◆ DATA FOR ANALYSIS
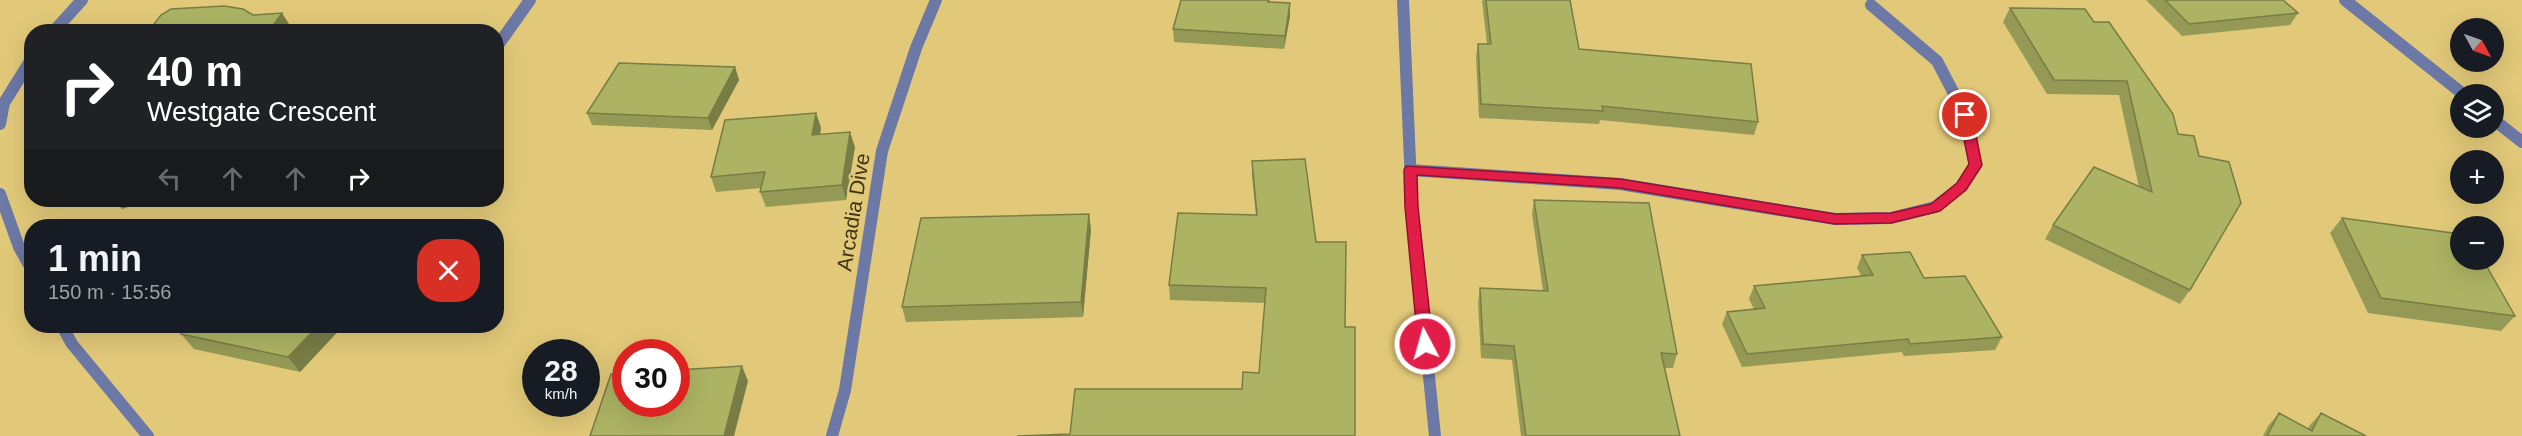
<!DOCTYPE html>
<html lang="en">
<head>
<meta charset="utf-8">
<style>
  :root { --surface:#171b24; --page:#20242c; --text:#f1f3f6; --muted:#9ea1a6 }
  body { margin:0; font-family:Arial,sans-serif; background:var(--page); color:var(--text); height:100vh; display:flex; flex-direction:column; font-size:22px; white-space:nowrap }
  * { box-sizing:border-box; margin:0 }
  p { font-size:20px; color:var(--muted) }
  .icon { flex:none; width:33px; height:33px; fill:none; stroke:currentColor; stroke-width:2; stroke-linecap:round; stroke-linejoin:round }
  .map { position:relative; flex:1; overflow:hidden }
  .panel { position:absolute; left:24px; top:219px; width:480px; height:114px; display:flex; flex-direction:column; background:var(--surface); border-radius:24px; box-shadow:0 6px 24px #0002 }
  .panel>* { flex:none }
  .guide { position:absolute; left:24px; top:24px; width:480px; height:183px; border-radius:24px; box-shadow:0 6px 24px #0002; background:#202124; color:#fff; overflow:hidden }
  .needle { width:39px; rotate:130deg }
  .tools { position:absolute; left:2450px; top:18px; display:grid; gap:12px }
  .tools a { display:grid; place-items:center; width:54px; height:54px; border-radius:50%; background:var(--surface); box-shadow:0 6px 24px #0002; font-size:30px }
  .speed { position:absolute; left:522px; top:339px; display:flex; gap:12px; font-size:30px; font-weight:700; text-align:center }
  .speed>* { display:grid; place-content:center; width:78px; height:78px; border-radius:50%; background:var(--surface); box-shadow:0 6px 24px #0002; line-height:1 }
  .speed small { font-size:15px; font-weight:400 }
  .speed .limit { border:9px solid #d22; background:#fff; color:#111 }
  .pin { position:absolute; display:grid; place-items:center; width:51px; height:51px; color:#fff; margin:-26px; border:3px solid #fff; border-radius:50%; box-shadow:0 2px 6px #0007 }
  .me { position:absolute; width:66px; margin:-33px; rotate:354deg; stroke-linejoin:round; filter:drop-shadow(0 0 4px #0008) }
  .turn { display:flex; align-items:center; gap:21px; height:126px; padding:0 24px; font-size:27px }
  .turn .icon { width:78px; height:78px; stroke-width:2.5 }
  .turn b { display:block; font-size:42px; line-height:51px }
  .lanes { display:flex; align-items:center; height:57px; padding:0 24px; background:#0003; justify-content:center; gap:30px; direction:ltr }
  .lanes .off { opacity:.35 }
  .round { display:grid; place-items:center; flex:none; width:63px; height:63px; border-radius:24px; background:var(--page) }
  .overview { display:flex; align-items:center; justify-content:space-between; height:102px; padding:0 24px }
  h1 { font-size:36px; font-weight:800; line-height:45px }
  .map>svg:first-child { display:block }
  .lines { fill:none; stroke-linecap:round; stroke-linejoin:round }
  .street { stroke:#6c78a6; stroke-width:12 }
  .wall { fill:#949a55 }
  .shaded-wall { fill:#787d45 }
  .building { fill:#acb363; stroke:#787d45; stroke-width:1.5 }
  .route { fill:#e11d48; stroke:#92132f; stroke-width:1.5 }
  .labels { text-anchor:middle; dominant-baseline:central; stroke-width:4.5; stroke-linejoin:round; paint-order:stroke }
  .street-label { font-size:21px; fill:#3f3513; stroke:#e2c979 }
</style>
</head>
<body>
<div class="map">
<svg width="2522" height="436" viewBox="0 0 2522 436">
  <rect width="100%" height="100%" fill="#e2c979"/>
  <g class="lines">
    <path class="street" d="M 1403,0 L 1412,207 L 1435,436
      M 2345,0 L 2463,94
      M 53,32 L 82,0
      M 496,48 L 530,0
      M 2493,119 L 2522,142
      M 0,124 L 4,103 L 32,58
      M 1410,170 L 1620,184 L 1835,219 L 1891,218 L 1935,207 L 1961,187 L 1976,165 L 1965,115 L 1937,61 L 1871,5
      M 0,194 L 19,247 L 32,270
      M 62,326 L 72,344 L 148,436
      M 832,436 L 845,390 L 882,151 L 916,48 L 936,0"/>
  </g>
  <path class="wall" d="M 1181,0 L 1270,0 L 1270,2 L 1290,3 L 1290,16 L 1284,49 L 1174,42 L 1173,29 Z
    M 1482,0 L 1570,0 L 1579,49 L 1758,122 L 1754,135 L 1600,120 L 1599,124 L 1479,118 L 1476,57 L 1478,44 L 1487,44 Z
    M 2146,0 L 2283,0 L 2298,13 L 2290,25 L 2182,36 Z
    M 2010,8 L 2094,22 L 2109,22 L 2190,290 L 2180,304 L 2045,239 L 2053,225 L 2139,187 L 2119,95 L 2047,94 L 2003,22 Z
    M 735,67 L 739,80 L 712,130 L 592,125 L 587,113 Z
    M 816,113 L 821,128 L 820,134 L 855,147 L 846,200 L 766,207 L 760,192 L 761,188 L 716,192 L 711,177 Z
    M 1252,161 L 1316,242 L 1345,327 L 1355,436 L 1070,434 L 1242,389 L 1259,373 L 1265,303 L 1170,300 L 1169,285 L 1256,215 L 1252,176 Z
    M 1534,200 L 1677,354 L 1673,368 L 1665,368 L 1680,436 L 1521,436 L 1512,360 L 1481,358 L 1478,303 L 1480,288 L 1543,291 L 1532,214 Z
    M 2342,218 L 2515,316 L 2501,331 L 2368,313 L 2330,233 Z
    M 1091,229 L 1083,317 L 906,322 L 902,307 Z
    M 1862,255 L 1924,278 L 2002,337 L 1995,350 L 1904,356 L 1902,352 L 1742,367 L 1722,324 L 1727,312 L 1754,309 L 1749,299 L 1754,286 L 1862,277 L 1857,268 Z
    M 190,326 L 343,326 L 300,372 L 194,349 L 181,334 Z
    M 2279,413 L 2308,429 L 2310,425 L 2321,413 L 2366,436 L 2263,436 L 2268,426 Z"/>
  <path class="shaded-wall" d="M 1290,3 L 1290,16 L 1284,49 L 1285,36 Z
    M 282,13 L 291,27 L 288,32 L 268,32 Z
    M 735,67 L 739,80 L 712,130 L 708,118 Z
    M 816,113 L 821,128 L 817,150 L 812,135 Z
    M 850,132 L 855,147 L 846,200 L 842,185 Z
    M 114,200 L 150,200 L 122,209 Z
    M 1089,214 L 1091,229 L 1083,317 L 1081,302 Z
    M 318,326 L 343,326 L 300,372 L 288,357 Z
    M 742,366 L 748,381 L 734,436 L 724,436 Z"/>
  <path class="building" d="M 1181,0 L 1268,0 L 1268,2 L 1290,3 L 1285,36 L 1173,29 Z
    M 1486,0 L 1570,0 L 1579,49 L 1751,64 L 1758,122 L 1602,106 L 1603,111 L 1481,104 L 1478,44 L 1491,44 Z
    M 2165,0 L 2283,0 L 2298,13 L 2189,24 Z
    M 224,6 L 243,9 L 253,15 L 282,13 L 268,32 L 148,32 L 161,15 L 171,9 Z
    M 2010,8 L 2085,9 L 2094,22 L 2109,22 L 2173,114 L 2178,134 L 2194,136 L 2199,156 L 2229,162 L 2241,203 L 2190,290 L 2053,225 L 2094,167 L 2152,192 L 2127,81 L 2054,80 Z
    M 619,63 L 735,67 L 708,118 L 587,113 Z
    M 816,113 L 812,135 L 850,132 L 842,185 L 760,192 L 765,172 L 711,177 L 725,120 Z
    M 1305,159 L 1316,242 L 1346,242 L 1345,327 L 1355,327 L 1355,436 L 1017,436 L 1070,434 L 1075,389 L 1242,389 L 1243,372 L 1259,373 L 1266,288 L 1169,285 L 1178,213 L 1257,215 L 1252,161 Z
    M 1534,200 L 1649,203 L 1677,354 L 1661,353 L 1680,436 L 1526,436 L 1514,346 L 1483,344 L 1480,288 L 1548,291 Z
    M 1089,214 L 1081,302 L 902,307 L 921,218 Z
    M 2342,218 L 2460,234 L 2460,260 L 2483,260 L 2515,316 L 2381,298 Z
    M 1910,252 L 1924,278 L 1965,276 L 2002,337 L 1910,344 L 1908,339 L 1747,354 L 1727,312 L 1765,308 L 1754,286 L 1873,275 L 1862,255 Z
    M 190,326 L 318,326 L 288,357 L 181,334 Z
    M 742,366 L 724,436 L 590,436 L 611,374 L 626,373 L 626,404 L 676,404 L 676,370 Z
    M 2279,413 L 2312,431 L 2321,413 L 2366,436 L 2267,436 Z"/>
  <path class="route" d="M 1965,111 L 1972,115 L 1982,165 L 1966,190 L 1940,211 L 1891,223 L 1835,224 L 1620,188 L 1417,175 L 1418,207 L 1433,344 L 1431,348 L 1420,348 L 1418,344 L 1405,207 L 1404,170 L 1406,166 L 1620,179 L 1835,214 L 1891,213 L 1931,204 L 1957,183 L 1969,164 L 1959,115 Z"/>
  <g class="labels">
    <g class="street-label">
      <text transform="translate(853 212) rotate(-81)">Arcadia Dive</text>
    </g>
  </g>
</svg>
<div class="tools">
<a><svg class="needle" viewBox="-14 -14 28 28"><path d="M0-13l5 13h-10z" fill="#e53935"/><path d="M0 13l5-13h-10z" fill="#9ea1a6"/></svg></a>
<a><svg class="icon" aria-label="layers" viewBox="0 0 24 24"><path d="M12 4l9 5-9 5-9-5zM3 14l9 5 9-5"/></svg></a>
<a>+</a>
<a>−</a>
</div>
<div class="speed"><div>28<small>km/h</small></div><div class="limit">30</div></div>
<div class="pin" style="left:1965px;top:115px;background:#d93025"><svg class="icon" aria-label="arrive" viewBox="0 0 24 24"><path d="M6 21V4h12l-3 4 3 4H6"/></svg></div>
<svg class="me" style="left:1425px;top:344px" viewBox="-20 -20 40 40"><circle r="17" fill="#e11d48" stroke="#fff" stroke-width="3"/><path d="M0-11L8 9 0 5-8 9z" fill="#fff"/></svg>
<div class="guide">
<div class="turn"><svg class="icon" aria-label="right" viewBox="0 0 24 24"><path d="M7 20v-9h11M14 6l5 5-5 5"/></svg><div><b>40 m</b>Westgate Crescent</div></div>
<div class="lanes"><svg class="icon off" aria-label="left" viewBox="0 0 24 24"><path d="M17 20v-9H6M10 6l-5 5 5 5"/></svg><svg class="icon off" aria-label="ahead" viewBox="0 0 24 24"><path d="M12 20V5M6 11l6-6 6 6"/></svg><svg class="icon off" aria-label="ahead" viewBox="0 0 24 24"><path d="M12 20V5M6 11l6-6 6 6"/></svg><svg class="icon" aria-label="right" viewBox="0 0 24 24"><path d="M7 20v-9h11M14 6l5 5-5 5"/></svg></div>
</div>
<section class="panel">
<div class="overview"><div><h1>1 min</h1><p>150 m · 15:56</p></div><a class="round" style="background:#d93025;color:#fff"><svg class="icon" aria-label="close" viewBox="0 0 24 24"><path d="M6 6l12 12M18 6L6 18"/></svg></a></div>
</section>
</div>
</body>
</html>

◆ ACTIVITY
Scan the material for the string "direction". Copy each line where it appears.

◆ RESPONSE AREA
  body { margin:0; font-family:Arial,sans-serif; background:var(--page); color:var(--text); height:100vh; display:flex; flex-direction:column; font-size:22px; white-space:nowrap }
  .panel { position:absolute; left:24px; top:219px; width:480px; height:114px; display:flex; flex-direction:column; background:var(--surface); border-radius:24px; box-shadow:0 6px 24px #0002 }
  .lanes { display:flex; align-items:center; height:57px; padding:0 24px; background:#0003; justify-content:center; gap:30px; direction:ltr }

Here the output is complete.